The helmet can also detect algorithms associated with heart attacks and strokes, helping to give paramedics crucial detail of the incident they are about to attend.
Polish your Halo
In July 2008 a broad, optimistic patent was filed, and this year it was granted in almost every country in world at only the second stage.
“We managed to, quite amazingly - and to the shock of a lot of intellectual property people - achieve two, which is very high on the scope of broad coverage,” Julian comments. “Generally your first claim is something outrageous that you never think you could achieve, and even your second, third and fourth claims are very rarely granted.”
The patent covers ‘an endothermic reaction triggered by impact in any protective headwear’, and is being applied across a variety of sectors including motorsport, extreme sport, equestrian, fire-fighting, and military.
The Halo team is now fully assembled with an impressive spread of motoring knowhow and clout.
“Once the patents and trademarks were granted the time was right to get a proper team organised,” Jullian says. “I tried to get some motorsport people involved and had a conversation with Richard Phillips, who had been the managing director at Silverstone for the past decade, overseeing a whole new racetrack development and tripling its turnover.”
Several conversations and meetings later, Phillips is now Chairman and CEO of Halo Active Technologies, bringing with him more than 30 years of experience in the sport, leisure and high performance technology fields.
Jullian’s fellow Co-founder Jeff Meers is the company’s Chief Marketing Officer. An e-commerce and branding expert, Meers used to work with the likes of BMW cars and motorcycles.
The obvious Formula One potential of the Halo Helmet will be tapped with the help of Mark Hughes, who has advised on the construction, set up and running of world famous venues including Brands Hatch and Bahrain International and Yas Marina Circuits. He joins the team as a specialist F1 advisor.
Watch this space
With expertise now in place, Jullian confidently looks ahead to the product’s launch this winter, with evolutions and new features already in the pipeline.
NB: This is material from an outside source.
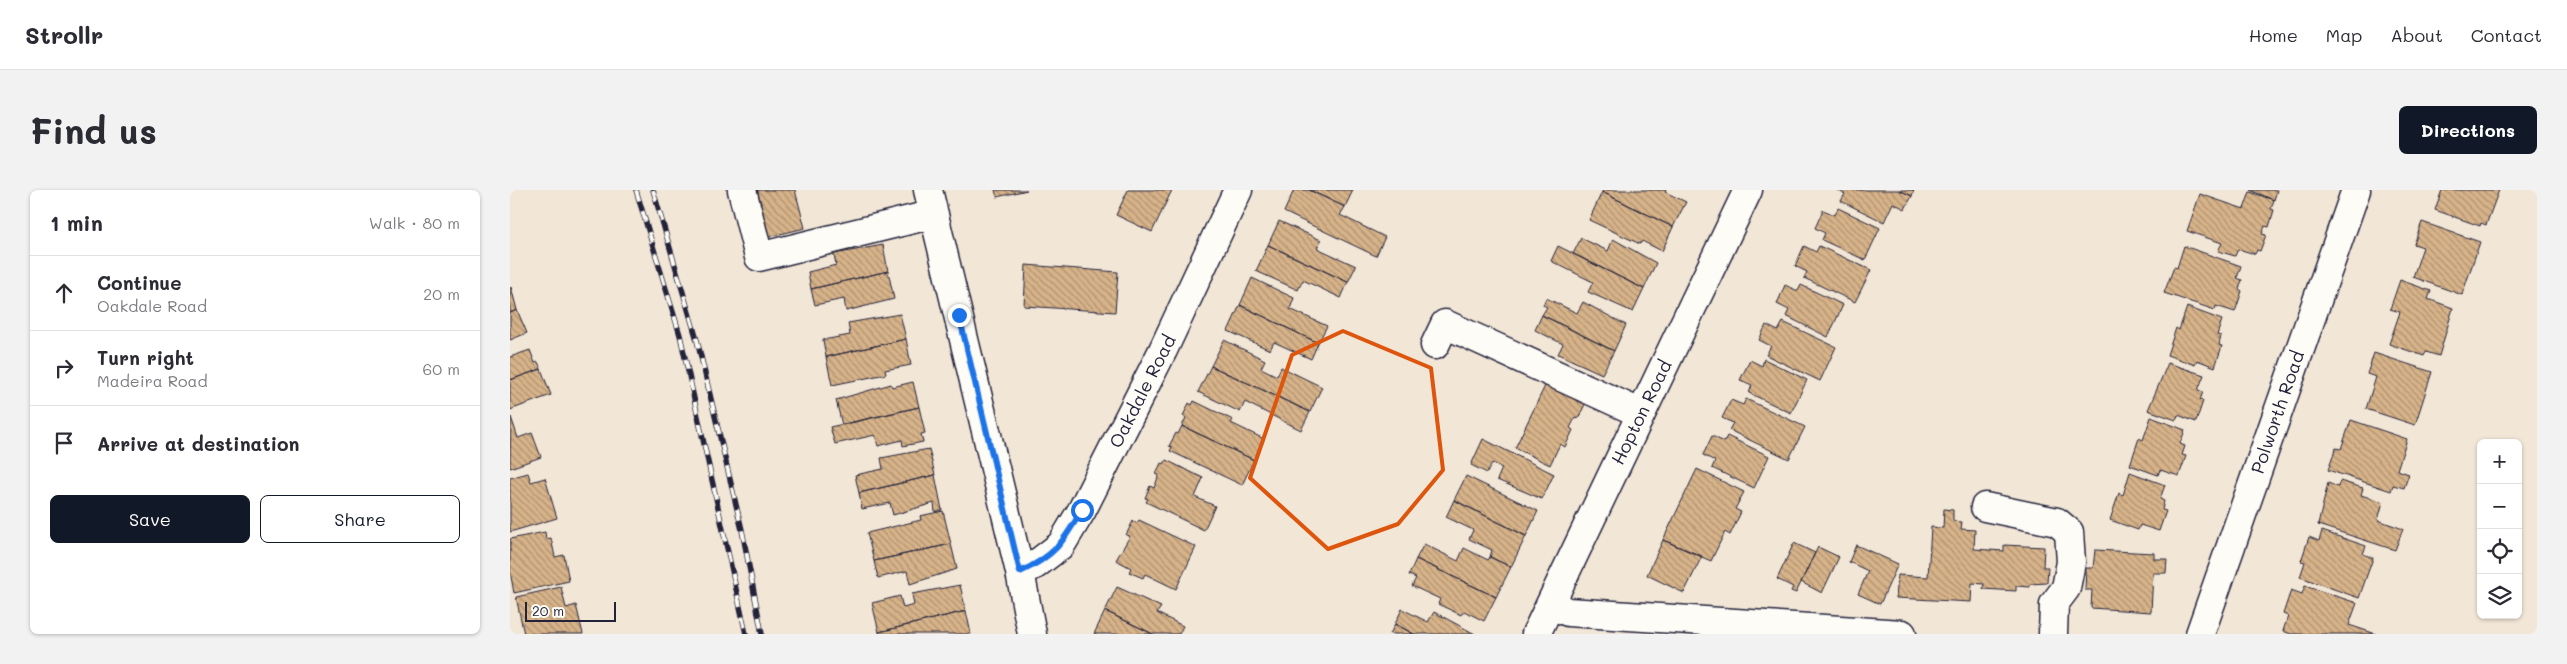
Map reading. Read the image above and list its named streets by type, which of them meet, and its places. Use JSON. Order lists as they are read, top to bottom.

“The helmet is fully tooled and passed all testing,” he continues. “We are also looking at front and rear cameras to record the time before and after impact. You will be able to see what happened and how/why you fell off or had an accident. This is important because often those who suffer head injuries cannot remember accurately what happened to them.”
Such features may appear later down the line following the initial production batch and launch, which will see the Halo helmet enter the market for the very first time.
It joins a growing number of futuristic lids now available to riders, with Bluetooth and internal media devices gradually becoming more commonplace.
Some models now even boast a blind spot camera that projects footage onto a screen in the corner of the visor, granting 360-degree vision without the need to look backwards.
Will motorcycle helmets ever be the same again? One thing for sure is that Halo will help accident victims keep a cool head this winter.